POR GUILLERMO BELCORE
La historia del hombre (no de la mujer) es la historia de la guerra. Al fin de cuentas, la casi totalidad de los ciento noventa y tres estados registrados en Naciones Unidas se crearon por derecho de conquista, contienda civil o lucha por la independencia. Desde esa perspectiva, la marcha de la humanidad podría dividirse según el instrumento primordial que se ha usado para el combate. No habría entonces más que cuatro eras desde que se llevan registros escritos: la Edad de Piedra, la Edad del Bronce, la Edad del Hierro, la Edad de la Pólvora. Puede que el siglo XXI esté ingresando en la Edad Electrónica (armas láser, pulsos electromagnéticos, virus informáticos). Agradezcamos a Dios que Hiroshima y Nagasaki no se hayan repetido y por ende no hubo Edad del Átomo. Hubiera sido nuestro final.

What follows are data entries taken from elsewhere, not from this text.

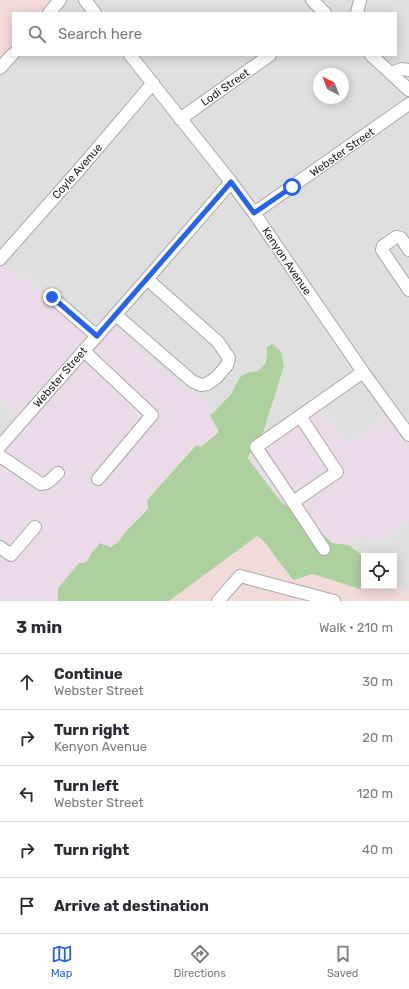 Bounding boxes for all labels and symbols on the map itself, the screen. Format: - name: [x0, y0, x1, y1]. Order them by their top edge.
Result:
- street label: Lodi Street: [199, 66, 253, 109]
- north arrow: [313, 68, 349, 104]
- street label: Webster Street: [308, 125, 378, 179]
- street label: Coyle Avenue: [50, 141, 105, 202]
- route start: [283, 178, 301, 196]
- street label: Kenyon Avenue: [259, 225, 314, 298]
- route end: [43, 288, 61, 306]
- street label: Webster Street: [31, 344, 91, 410] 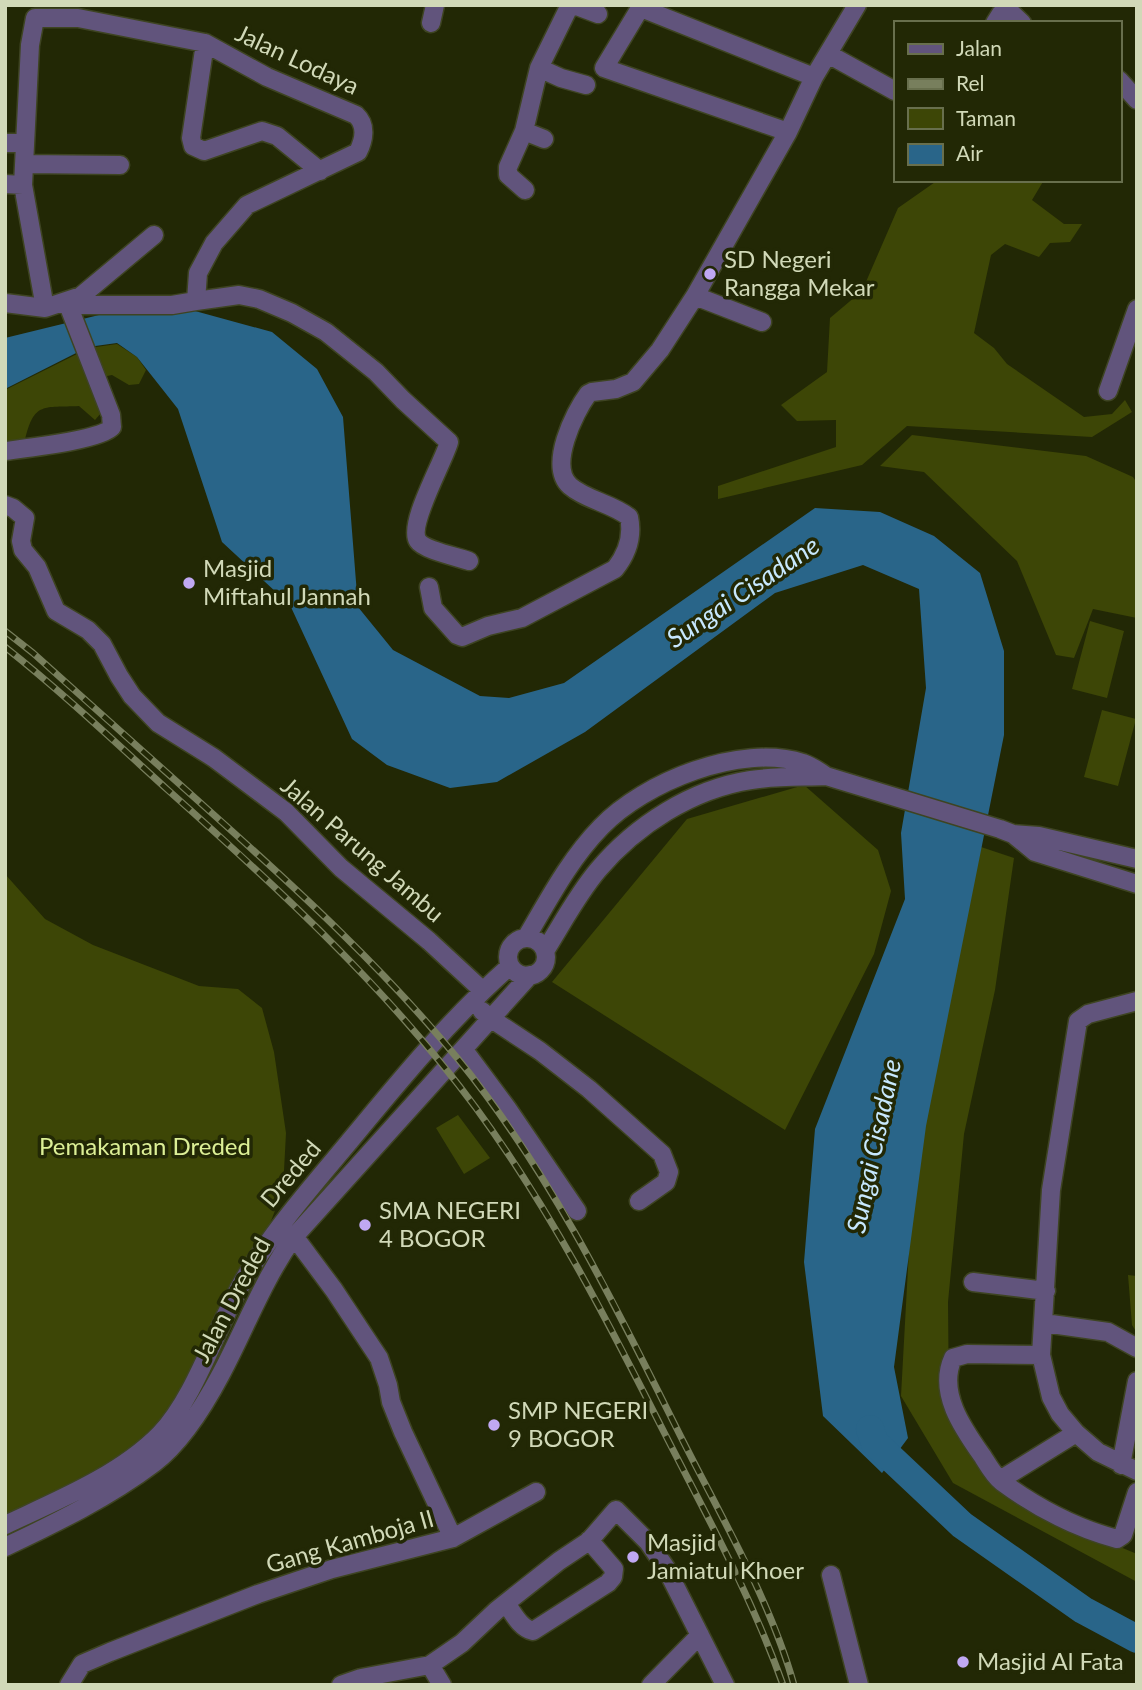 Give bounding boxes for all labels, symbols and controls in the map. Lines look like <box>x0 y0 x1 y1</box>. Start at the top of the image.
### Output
street label: Jalan Lodaya <box>231 17 364 100</box>
legend <box>894 21 1121 182</box>
text: Jalan <box>956 35 1002 60</box>
text: Rel <box>956 70 985 95</box>
text: Taman <box>956 105 1016 130</box>
text: Air <box>956 140 983 165</box>
place label: SD Negeri Rangga Mekar <box>724 244 875 301</box>
marker: SD Negeri Rangga Mekar <box>702 266 718 282</box>
water label: Sungai Cisadane <box>660 528 825 654</box>
place label: Masjid Miftahul Jannah <box>203 553 371 610</box>
marker: Masjid Miftahul Jannah <box>181 575 197 591</box>
street label: Jalan Parung Jambu <box>276 770 450 927</box>
water label: Sungai Cisadane <box>839 1056 907 1236</box>
park label: Pemakaman Dreded <box>39 1131 251 1160</box>
street label: Dreded <box>254 1134 326 1212</box>
place label: SMA NEGERI 4 BOGOR <box>379 1195 521 1252</box>
marker: SMA NEGERI 4 BOGOR <box>357 1217 373 1233</box>
street label: Jalan Dreded <box>186 1232 276 1367</box>
place label: SMP NEGERI 9 BOGOR <box>508 1395 648 1452</box>
marker: SMP NEGERI 9 BOGOR <box>486 1417 502 1433</box>
street label: Gang Kamboja II <box>262 1503 437 1578</box>
place label: Masjid Jamiatul Khoer <box>647 1527 804 1584</box>
marker: Masjid Jamiatul Khoer <box>625 1549 641 1565</box>
place label: Masjid Al Fata <box>977 1646 1124 1675</box>
marker: Masjid Al Fata <box>955 1654 971 1670</box> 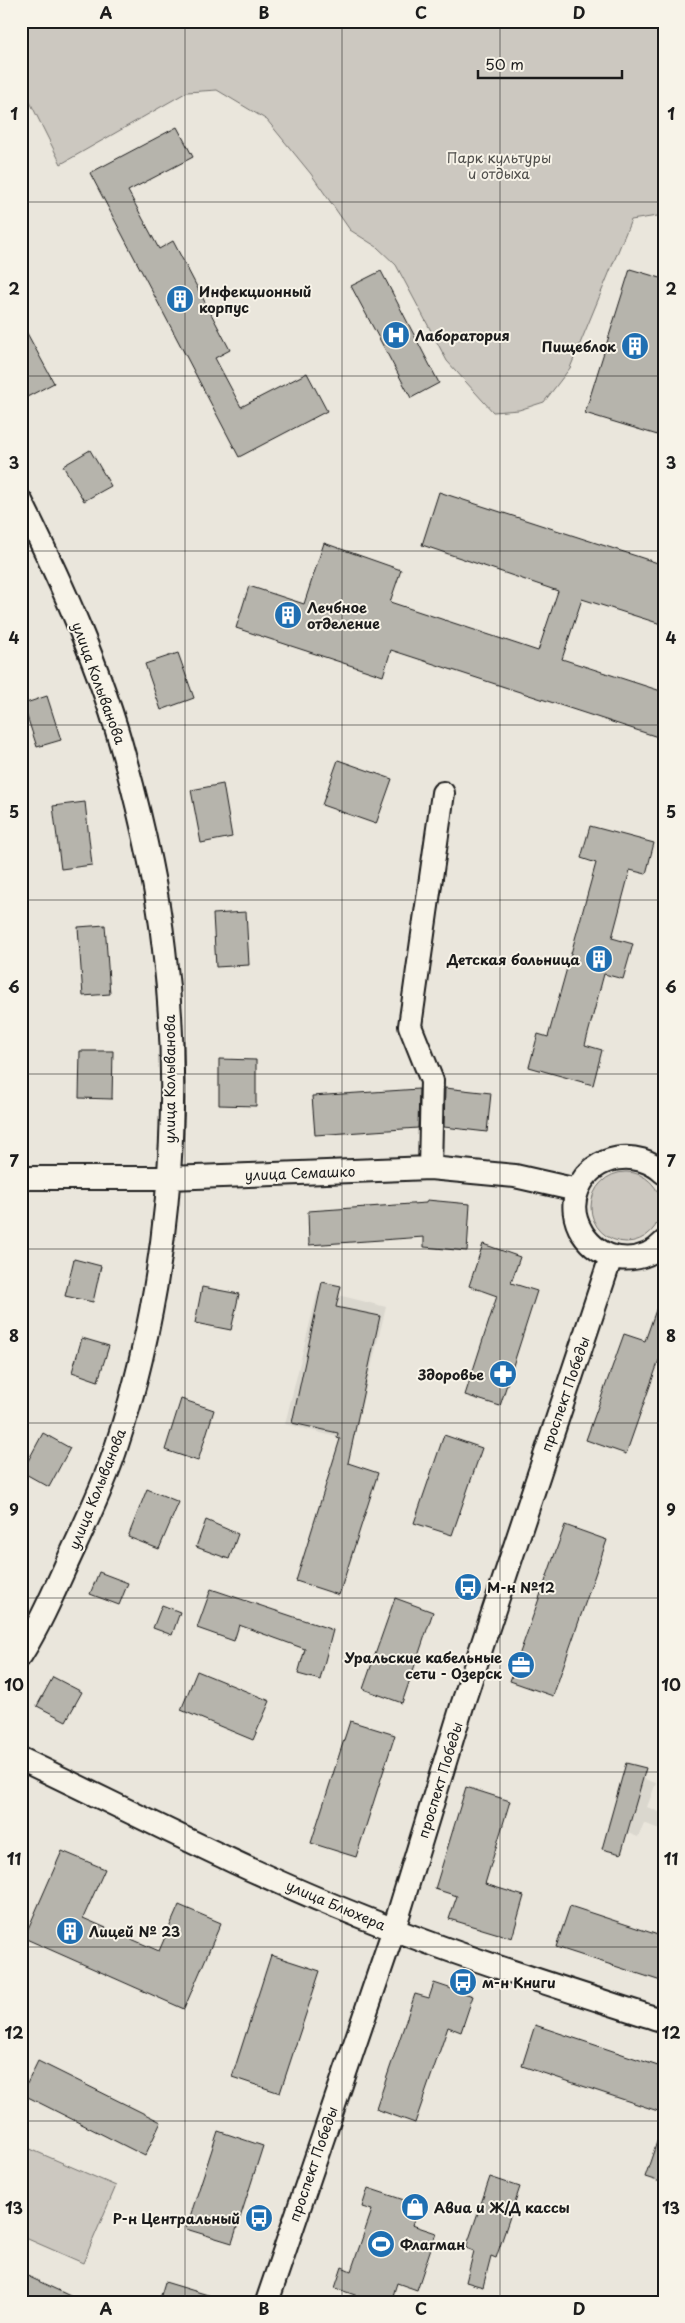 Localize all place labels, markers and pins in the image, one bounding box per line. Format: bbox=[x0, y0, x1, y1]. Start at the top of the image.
place label: Инфекционный корпус bbox=[199, 281, 312, 318]
building icon: Инфекционный корпус bbox=[165, 284, 195, 314]
hospital icon: Лаборатория bbox=[381, 320, 411, 350]
place label: Лаборатория bbox=[415, 325, 510, 346]
building icon: Пищеблок bbox=[620, 331, 650, 361]
place label: Пищеблок bbox=[542, 336, 616, 357]
place label: Лечбное отделение bbox=[307, 597, 380, 634]
building icon: Лечбное отделение bbox=[273, 600, 303, 630]
building icon: Детская больница bbox=[584, 944, 614, 974]
place label: Детская больница bbox=[446, 949, 580, 970]
pharmacy icon: Здоровье bbox=[488, 1359, 518, 1389]
place label: Здоровье bbox=[417, 1364, 484, 1385]
bus stop icon: М-н №12 bbox=[453, 1572, 483, 1602]
place label: М-н №12 bbox=[487, 1577, 555, 1598]
place label: Уральские кабельные сети - Озерск bbox=[344, 1647, 502, 1684]
office icon: Уральские кабельные сети - Озерск bbox=[506, 1650, 536, 1680]
building icon: Лицей № 23 bbox=[55, 1916, 85, 1946]
place label: Лицей № 23 bbox=[89, 1921, 180, 1942]
bus stop icon: м-н Книги bbox=[448, 1967, 478, 1997]
place label: м-н Книги bbox=[482, 1972, 556, 1993]
shop icon: Авиа и Ж/Д кассы bbox=[400, 2192, 430, 2222]
place label: Авиа и Ж/Д кассы bbox=[434, 2197, 570, 2218]
bus stop icon: Р-н Центральный bbox=[244, 2203, 274, 2233]
place label: Р-н Центральный bbox=[113, 2208, 240, 2229]
sports icon: Флагман bbox=[366, 2229, 396, 2259]
place label: Флагман bbox=[400, 2234, 465, 2255]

Un minucioso ensayo -publicado en España- sobre tan fascinante tema ha llegado a la Argentina. Historia de la guerra (Turner Noema, 534 páginas, edición 2014) fue entregado a la imprenta por primera vez hace veinte años pero no perdió un gramo de frescura. Su autor es considerado como el más preeminente historiador militar de su era. El inglés John Keegan (1934-2012) reflexiona desde una base sólida, y muy difícil de refutar: los factores culturales son absolutamente esenciales en las relaciones humanas. Y la guerra podría definirse, básicamente, como la perpetuación de la cultura por sus propios medios. Entendida la cultura como vasto contingente de creencias compartidas, valores, asociaciones, mitos, tabúes, oratoria y expresión artística que lastran a una sociedad. Sí, lastran. Obstruyen la evolución de la sociedad global hacia formas más avanzadas de convivencia.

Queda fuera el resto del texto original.